MATLAB: Assign a code to a specific core on Linux server

multi-core processing

I have several independent MATLAB codes, say A1.m, A2.m, …,A7.m and I want to use a 32 core Linux server to run them. Each code individually takes 1 day to be completed; however, when I run all of them simultaneously (using "nohup" command), it will take 7 days to be finished. I monitored the CPU information using "top" command, and it shows that 7 CPU cores are at ~100% capacity. My first question is, does CPU (by default) assign each code to a separate core? and if so, why they are not finished in one day (since they are independent from each other and are running on different cores)? My second question is, how can I specify on which core I want to run A1.m? Note that I have tried writing the codes as a single A.m file so that I can use MATLAB Parallel toolbox and "parfor" command (with 12 workers). However, it still takes 7 days to be finished.

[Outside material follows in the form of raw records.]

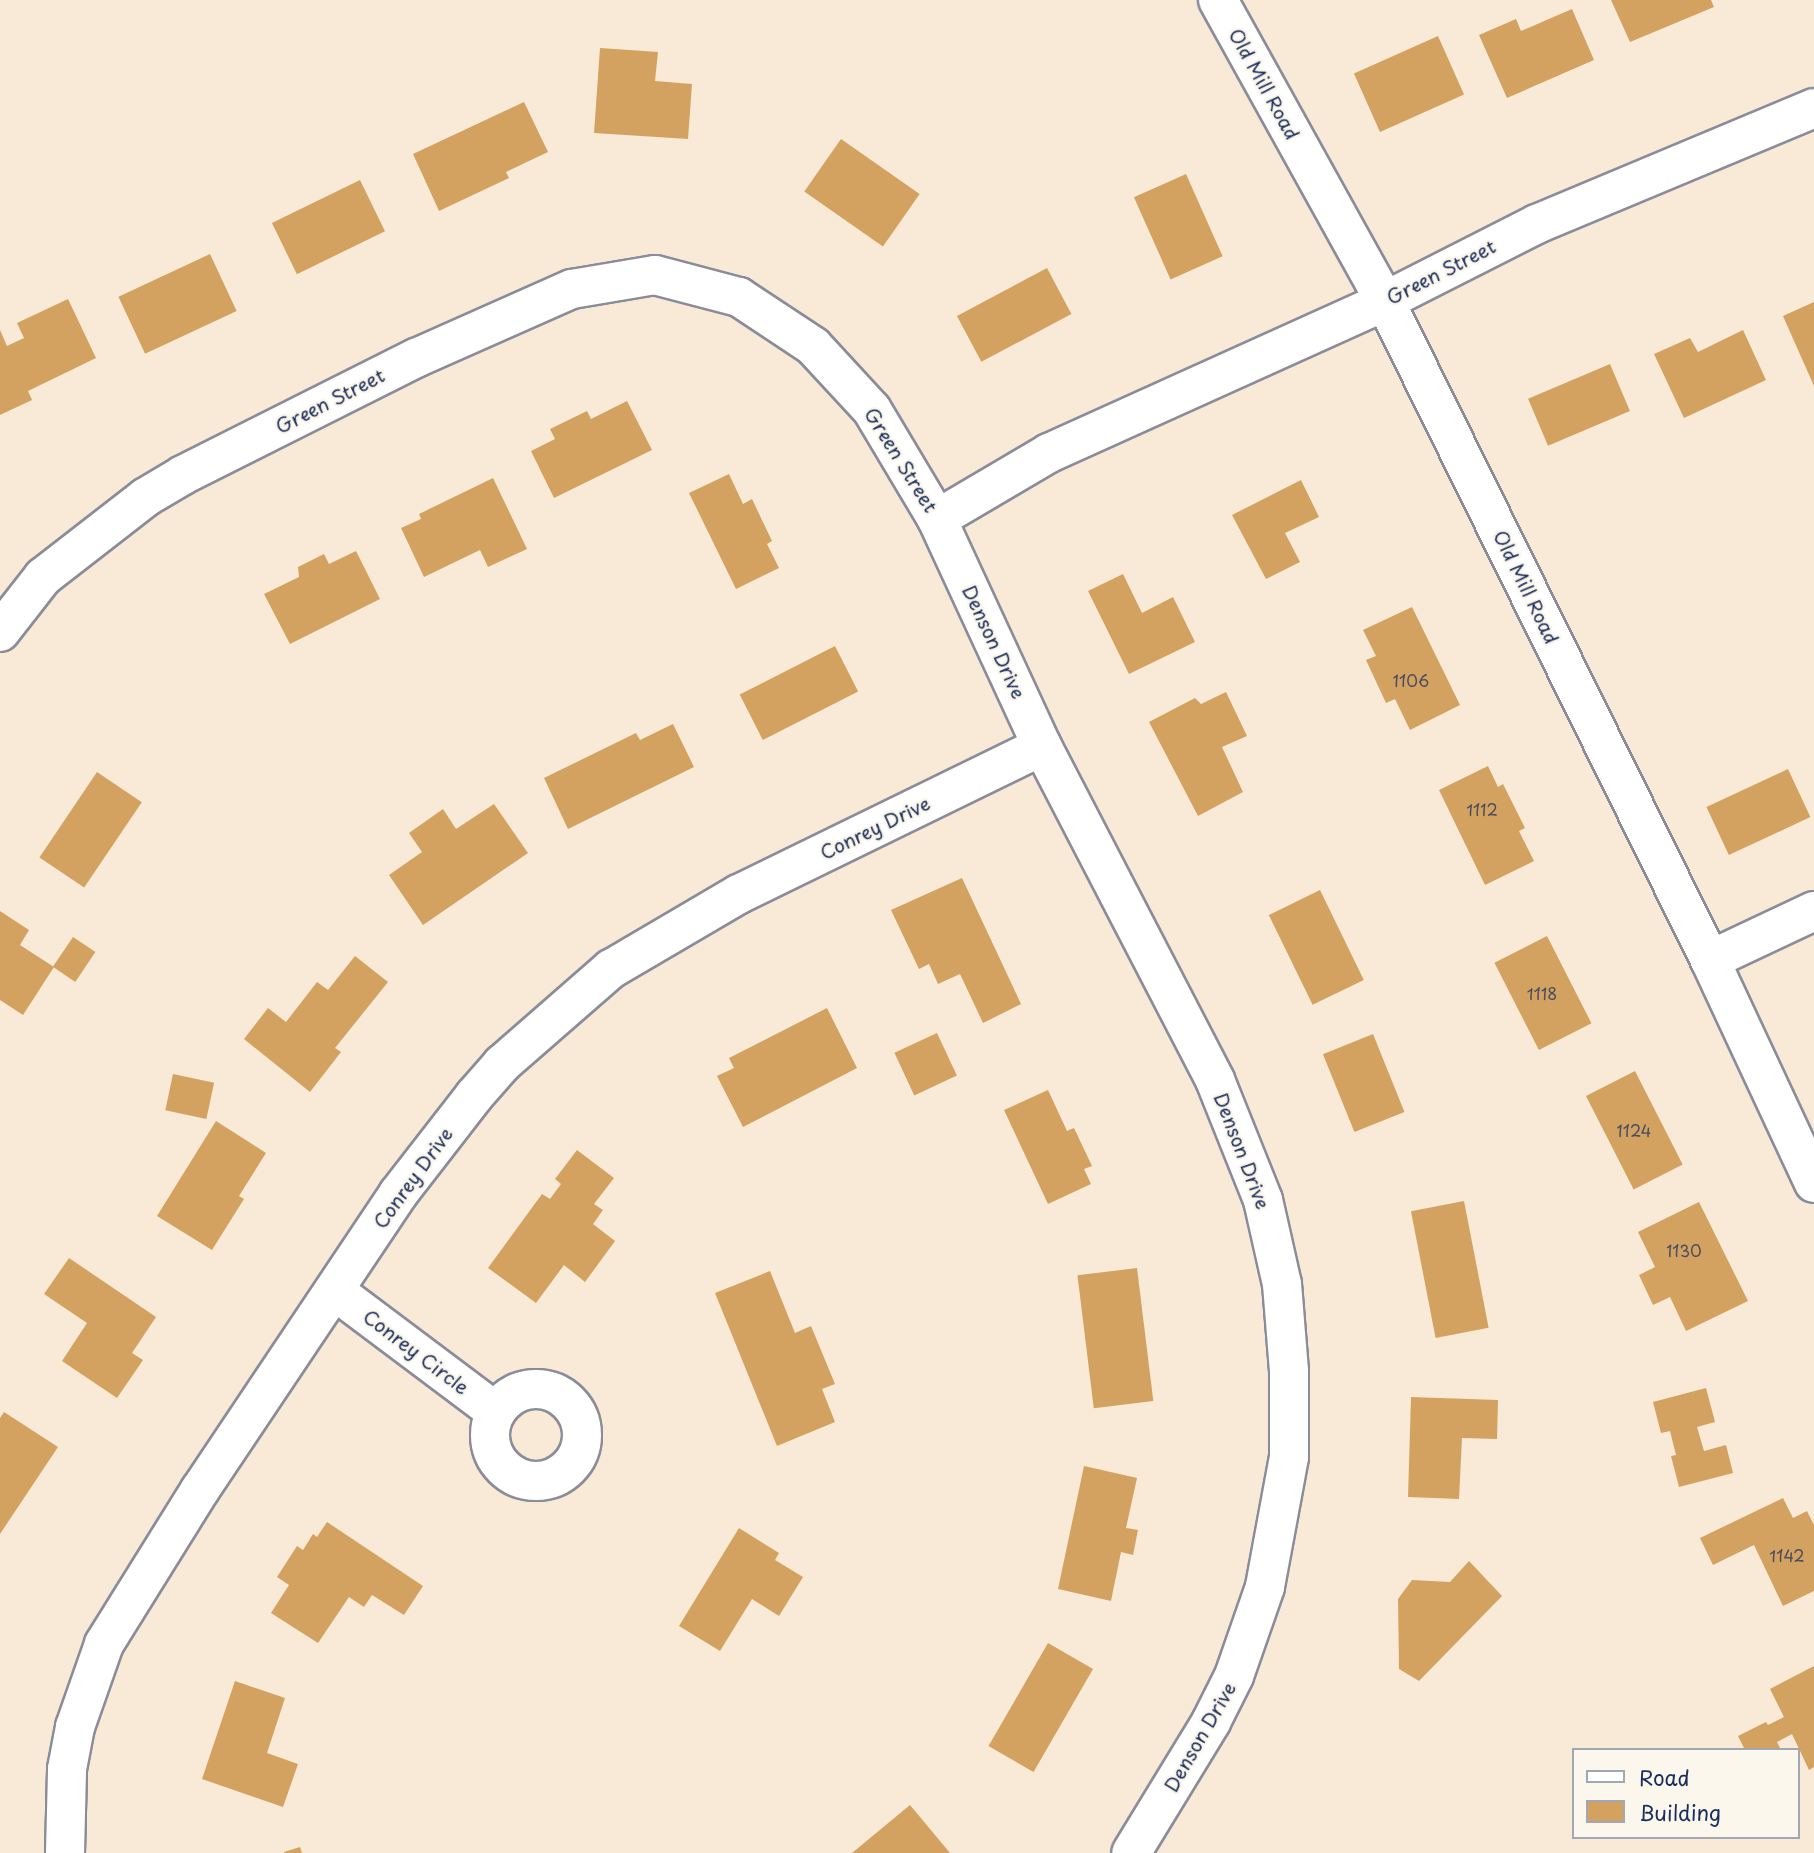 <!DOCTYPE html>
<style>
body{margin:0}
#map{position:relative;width:1814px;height:1853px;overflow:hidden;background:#f8ead6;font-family:"Playpen Sans",sans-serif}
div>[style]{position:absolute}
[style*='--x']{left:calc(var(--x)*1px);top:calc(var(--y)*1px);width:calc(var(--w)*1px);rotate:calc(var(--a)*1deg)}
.building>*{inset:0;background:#d4a260;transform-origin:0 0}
.roads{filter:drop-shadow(2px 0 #8a8c9a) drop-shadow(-2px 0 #8a8c9a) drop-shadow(0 2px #8a8c9a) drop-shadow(0 -2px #8a8c9a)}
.street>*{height:38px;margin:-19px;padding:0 19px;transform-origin:19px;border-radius:19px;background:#fff}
.street>.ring{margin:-19px;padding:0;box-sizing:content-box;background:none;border:38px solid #fff;border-radius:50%}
span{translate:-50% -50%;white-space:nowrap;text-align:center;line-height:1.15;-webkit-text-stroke:5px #fbf7ec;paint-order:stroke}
.number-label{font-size:16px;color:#494c5e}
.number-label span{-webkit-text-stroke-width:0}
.street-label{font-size:19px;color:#1b2f5e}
.legend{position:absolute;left:1572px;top:1748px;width:228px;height:91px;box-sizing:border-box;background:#fbf7ec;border:2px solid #a1a7b3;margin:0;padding:9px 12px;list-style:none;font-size:21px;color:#1b2f5e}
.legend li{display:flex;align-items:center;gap:14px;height:35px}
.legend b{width:35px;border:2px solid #a1a7b3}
</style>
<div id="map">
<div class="building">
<div style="clip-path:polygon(1611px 0,1711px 0,1714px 7px,1630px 42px)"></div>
<div style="clip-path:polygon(1572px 9px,1594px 60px,1507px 98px,1479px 35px,1516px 19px,1521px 31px)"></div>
<div style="left:1438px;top:36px;width:64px;height:92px;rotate:66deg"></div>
<div style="clip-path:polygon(600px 48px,658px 52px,655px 81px,692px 84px,688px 139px,594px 133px)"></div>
<div style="clip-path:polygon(524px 102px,548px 152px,506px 172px,509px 178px,439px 211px,413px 154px)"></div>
<div style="left:841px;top:139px;width:96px;height:64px;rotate:35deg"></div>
<div style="left:1186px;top:174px;width:90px;height:57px;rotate:66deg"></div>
<div style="left:360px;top:180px;width:57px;height:98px;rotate:64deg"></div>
<div style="left:210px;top:254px;width:63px;height:101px;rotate:65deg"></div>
<div style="left:1047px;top:268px;width:52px;height:102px;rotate:62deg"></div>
<div style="clip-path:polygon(68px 299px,96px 358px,28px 391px,32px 400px,0 415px,0 330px,7px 346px,24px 338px,17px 323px)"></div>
<div style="clip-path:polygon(1814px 302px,1814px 386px,1783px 316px)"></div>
<div style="clip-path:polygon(1743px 330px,1766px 380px,1684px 418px,1654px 354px,1690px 338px,1698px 352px)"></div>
<div style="left:1610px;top:364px;width:51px;height:89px;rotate:67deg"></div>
<div style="clip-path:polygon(627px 401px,652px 450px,554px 498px,531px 451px,555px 439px,550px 429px,587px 411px,591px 419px)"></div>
<div style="clip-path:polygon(729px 474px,743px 504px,752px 499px,772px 541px,767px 544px,779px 568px,736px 589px,689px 493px)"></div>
<div style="clip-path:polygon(493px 478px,527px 549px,488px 567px,480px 550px,424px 577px,401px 528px,421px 519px,419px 514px)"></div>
<div style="clip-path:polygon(1301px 480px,1319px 517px,1285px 533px,1300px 562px,1266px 579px,1232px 515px)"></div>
<div style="clip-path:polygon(356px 551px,380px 599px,290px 644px,264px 594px,299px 577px,298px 567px,324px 554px,329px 564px)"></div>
<div style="clip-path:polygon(1123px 574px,1142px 613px,1173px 597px,1195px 642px,1129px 674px,1088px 591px)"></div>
<div style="clip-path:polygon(1412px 607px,1460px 705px,1410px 730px,1395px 699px,1386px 703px,1366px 660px,1376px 656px,1363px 630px)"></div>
<div style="left:835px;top:646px;width:51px;height:107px;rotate:63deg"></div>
<div style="clip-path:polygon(1226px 692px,1247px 736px,1222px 747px,1243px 792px,1198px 816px,1149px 722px,1195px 698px,1201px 704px)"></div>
<div style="clip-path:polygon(673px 724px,694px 767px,568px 829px,544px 778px,636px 733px,640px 740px)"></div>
<div style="clip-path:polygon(1488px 766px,1498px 787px,1503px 784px,1525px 828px,1519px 831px,1534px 861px,1485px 885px,1439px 790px)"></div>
<div style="left:1788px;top:769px;width:53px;height:90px;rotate:65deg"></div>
<div style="left:97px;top:772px;width:54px;height:103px;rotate:34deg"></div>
<div style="clip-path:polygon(494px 804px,528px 853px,423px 925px,389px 875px,422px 852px,409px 833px,443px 809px,456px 829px)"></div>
<div style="clip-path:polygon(962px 878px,1021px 1004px,983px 1023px,960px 974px,938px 984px,929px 964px,919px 969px,891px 910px)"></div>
<div style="left:1320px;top:890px;width:100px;height:57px;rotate:64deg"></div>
<div style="clip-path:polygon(0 911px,29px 930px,20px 945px,54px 967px,23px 1015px,0 1000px)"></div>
<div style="left:1547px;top:936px;width:98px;height:59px;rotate:63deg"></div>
<div style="left:73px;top:937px;width:27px;height:36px;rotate:34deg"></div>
<div style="clip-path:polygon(355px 956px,388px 982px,335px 1048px,341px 1052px,310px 1092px,244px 1039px,268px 1008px,286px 1022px,317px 982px,328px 990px)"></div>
<div style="clip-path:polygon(827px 1008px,857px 1068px,743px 1127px,717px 1076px,734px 1068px,729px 1058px)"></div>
<div style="left:937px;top:1033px;width:47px;height:47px;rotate:65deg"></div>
<div style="left:1373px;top:1034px;width:84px;height:54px;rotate:68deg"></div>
<div style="left:1635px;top:1071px;width:105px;height:55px;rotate:63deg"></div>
<div style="left:173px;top:1074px;width:42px;height:37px;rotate:12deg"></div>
<div style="clip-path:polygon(1048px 1090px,1067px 1131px,1074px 1128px,1092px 1166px,1084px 1169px,1091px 1184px,1048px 1204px,1004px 1110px)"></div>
<div style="clip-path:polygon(216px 1121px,266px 1153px,239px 1196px,244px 1199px,212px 1250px,157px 1216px)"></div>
<div style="clip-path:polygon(577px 1150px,614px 1178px,594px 1204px,603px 1210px,593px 1224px,615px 1241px,585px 1282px,564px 1265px,536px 1303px,488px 1268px,542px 1194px,550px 1199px,561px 1184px,555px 1179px)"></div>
<div style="left:1464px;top:1201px;width:129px;height:54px;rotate:79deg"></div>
<div style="clip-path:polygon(1699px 1202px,1748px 1301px,1686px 1331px,1670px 1297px,1653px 1305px,1639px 1275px,1655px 1267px,1638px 1232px)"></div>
<div style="clip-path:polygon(69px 1258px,156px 1317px,132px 1353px,143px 1360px,117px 1398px,62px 1361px,87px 1323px,44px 1294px)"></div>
<div style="left:1137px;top:1268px;width:134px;height:60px;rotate:83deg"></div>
<div style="clip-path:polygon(770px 1271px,795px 1333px,811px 1326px,835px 1384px,822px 1389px,835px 1422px,777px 1446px,715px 1293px)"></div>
<div style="clip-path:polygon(1706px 1388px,1715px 1422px,1697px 1427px,1704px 1451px,1726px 1445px,1733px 1473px,1679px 1487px,1671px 1456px,1676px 1455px,1670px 1431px,1661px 1433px,1653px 1402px)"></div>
<div style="clip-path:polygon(1411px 1397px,1498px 1400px,1497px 1439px,1462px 1438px,1459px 1499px,1408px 1497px)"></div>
<div style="clip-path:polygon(4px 1412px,58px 1447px,0 1534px,0 1418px)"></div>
<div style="clip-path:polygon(1084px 1466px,1137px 1478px,1126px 1528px,1138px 1530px,1133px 1555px,1121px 1552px,1111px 1601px,1058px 1589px)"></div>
<div style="clip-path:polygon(1783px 1498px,1793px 1518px,1807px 1511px,1814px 1525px,1814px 1591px,1783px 1606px,1754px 1545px,1713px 1565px,1700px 1538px)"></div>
<div style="clip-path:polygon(327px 1522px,423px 1586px,404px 1615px,372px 1595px,364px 1607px,349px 1597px,318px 1643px,271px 1613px,289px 1585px,277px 1577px,297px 1546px,303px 1550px,313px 1534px,317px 1537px)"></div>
<div style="clip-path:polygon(739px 1528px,779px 1553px,775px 1560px,803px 1577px,779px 1616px,752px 1599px,720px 1651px,679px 1626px)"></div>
<div style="clip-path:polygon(1469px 1561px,1502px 1596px,1419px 1681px,1399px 1669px,1398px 1599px,1412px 1580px,1450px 1582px)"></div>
<div style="left:1048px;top:1643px;width:52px;height:119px;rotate:30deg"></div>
<div style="clip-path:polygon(1814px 1666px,1814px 1767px,1809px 1770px,1792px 1734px,1777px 1742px,1781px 1750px,1745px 1750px,1738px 1736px,1766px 1722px,1768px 1725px,1784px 1717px,1770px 1689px)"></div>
<div style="clip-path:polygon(235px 1681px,285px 1698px,267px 1753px,298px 1764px,283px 1807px,202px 1779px)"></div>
<div style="clip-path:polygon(910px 1805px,950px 1853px,852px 1853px)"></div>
<div style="clip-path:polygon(300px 1847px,302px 1853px,284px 1853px,284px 1852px)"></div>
</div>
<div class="roads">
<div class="street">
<div style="--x:1218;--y:0;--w:344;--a:61"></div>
<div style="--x:1385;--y:301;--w:735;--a:63.75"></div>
<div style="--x:1710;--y:960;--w:246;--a:65"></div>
<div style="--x:937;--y:519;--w:130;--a:-30.5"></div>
<div style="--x:1049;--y:453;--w:369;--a:-24.3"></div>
<div style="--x:1385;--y:301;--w:170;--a:-26.9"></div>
<div style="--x:1537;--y:224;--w:300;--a:-22.7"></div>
<div style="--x:0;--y:632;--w:70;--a:-52"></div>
<div style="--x:43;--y:577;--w:130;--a:-37.8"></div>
<div style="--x:146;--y:497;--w:43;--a:-30.7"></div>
<div style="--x:183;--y:475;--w:261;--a:-26.7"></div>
<div style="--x:416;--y:358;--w:171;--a:-23.9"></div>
<div style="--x:572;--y:289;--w:84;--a:-9.6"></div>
<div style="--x:655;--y:275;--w:87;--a:14.7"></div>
<div style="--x:739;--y:297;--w:89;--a:33.5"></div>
<div style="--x:813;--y:346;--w:87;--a:47.3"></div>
<div style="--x:872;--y:410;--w:127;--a:59.2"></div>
<div style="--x:937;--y:519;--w:250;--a:65.2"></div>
<div style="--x:1042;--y:746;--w:376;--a:62.6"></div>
<div style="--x:1215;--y:1080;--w:129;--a:68.2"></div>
<div style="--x:1263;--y:1200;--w:86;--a:77.3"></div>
<div style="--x:1282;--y:1284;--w:87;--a:85.4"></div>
<div style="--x:1289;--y:1371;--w:86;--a:90"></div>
<div style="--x:1289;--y:1457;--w:132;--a:100.5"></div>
<div style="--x:1265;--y:1587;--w:94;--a:109.2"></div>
<div style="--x:1234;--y:1676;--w:51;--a:116.6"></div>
<div style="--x:1211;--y:1722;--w:153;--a:121.4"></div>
<div style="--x:1710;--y:960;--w:115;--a:-25.2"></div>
<div style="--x:335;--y:1291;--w:201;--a:36.9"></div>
<div class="ring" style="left:490px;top:1389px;width:54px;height:54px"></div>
<div style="--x:65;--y:1853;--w:84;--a:-88.6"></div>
<div style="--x:67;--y:1769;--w:43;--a:-79.2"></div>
<div style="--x:75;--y:1727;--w:88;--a:-70.7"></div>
<div style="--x:104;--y:1644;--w:181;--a:-58.1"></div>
<div style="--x:200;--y:1490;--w:356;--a:-56.2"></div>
<div style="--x:398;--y:1194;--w:124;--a:-52.2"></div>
<div style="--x:474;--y:1096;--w:43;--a:-48.8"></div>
<div style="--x:502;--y:1064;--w:145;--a:-41.1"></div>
<div style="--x:611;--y:969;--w:148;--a:-30.4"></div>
<div style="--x:739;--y:894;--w:337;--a:-26"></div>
</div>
</div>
<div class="number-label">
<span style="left:1411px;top:680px">1106</span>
<span style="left:1482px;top:809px">1112</span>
<span style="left:1542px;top:993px">1118</span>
<span style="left:1634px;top:1130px">1124</span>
<span style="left:1684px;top:1250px">1130</span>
<span style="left:1787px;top:1555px">1142</span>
</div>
<div class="street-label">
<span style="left:1264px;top:84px;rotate:61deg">Old Mill Road</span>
<span style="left:1441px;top:272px;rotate:-27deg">Green Street</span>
<span style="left:330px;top:401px;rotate:-27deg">Green Street</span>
<span style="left:901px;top:460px;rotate:58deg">Green Street</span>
<span style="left:1526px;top:587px;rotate:64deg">Old Mill Road</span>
<span style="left:994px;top:642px;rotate:65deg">Denson Drive</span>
<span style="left:875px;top:828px;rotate:-26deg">Conrey Drive</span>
<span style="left:1242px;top:1151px;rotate:69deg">Denson Drive</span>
<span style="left:413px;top:1178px;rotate:-54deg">Conrey Drive</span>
<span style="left:416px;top:1352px;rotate:37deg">Conrey Circle</span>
<span style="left:1200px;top:1737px;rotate:-60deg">Denson Drive</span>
</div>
<ul class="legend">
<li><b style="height:9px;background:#fff"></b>Road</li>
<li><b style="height:19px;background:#d4a260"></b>Building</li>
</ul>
</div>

Also, the MATLAB version on the server is R2012b.

Best Answer

When "Each code individually takes 1 day to be completed" is the case, that probably includes the automatic parallelization that MATLAB does for "large enough" mathematical operations that fit into some of the patterns that can be handled by BLAS or LAPACK or similar highly optimized parallel libraries. You do not need the Parallel Processing Toolbox for that to happen.
A MATLAB program that detects that it can use those parallelized libraries will call into the libraries, using up to MaxNumCompThreads which in turn probably depends upon your environment variables
If you run a bunch of independent MATLAB sessions all of which are trying to access the full set of processors, then you get contention amongst the processors which slows things down even further than the difficulty that a limited resource is being split among multiple programs.
If you run code that uses automatic parallelization while you are in a parpool but not within an explicitly parallel section, then the maximum number of processors uses is determined by the size of the parpool.
If you run code that uses automatic parallelization while you are in a particular worker of a parpool (because of an explicit parallel programming call such as parfor or spmd) then the code is restricted to a single CPU.
The official route to assigning tasks to individual processors for MATLAB is to use the Distributed Computing Server and set up multiple profiles each with a different core reservation, and then to submit your tasks to the different server profiles.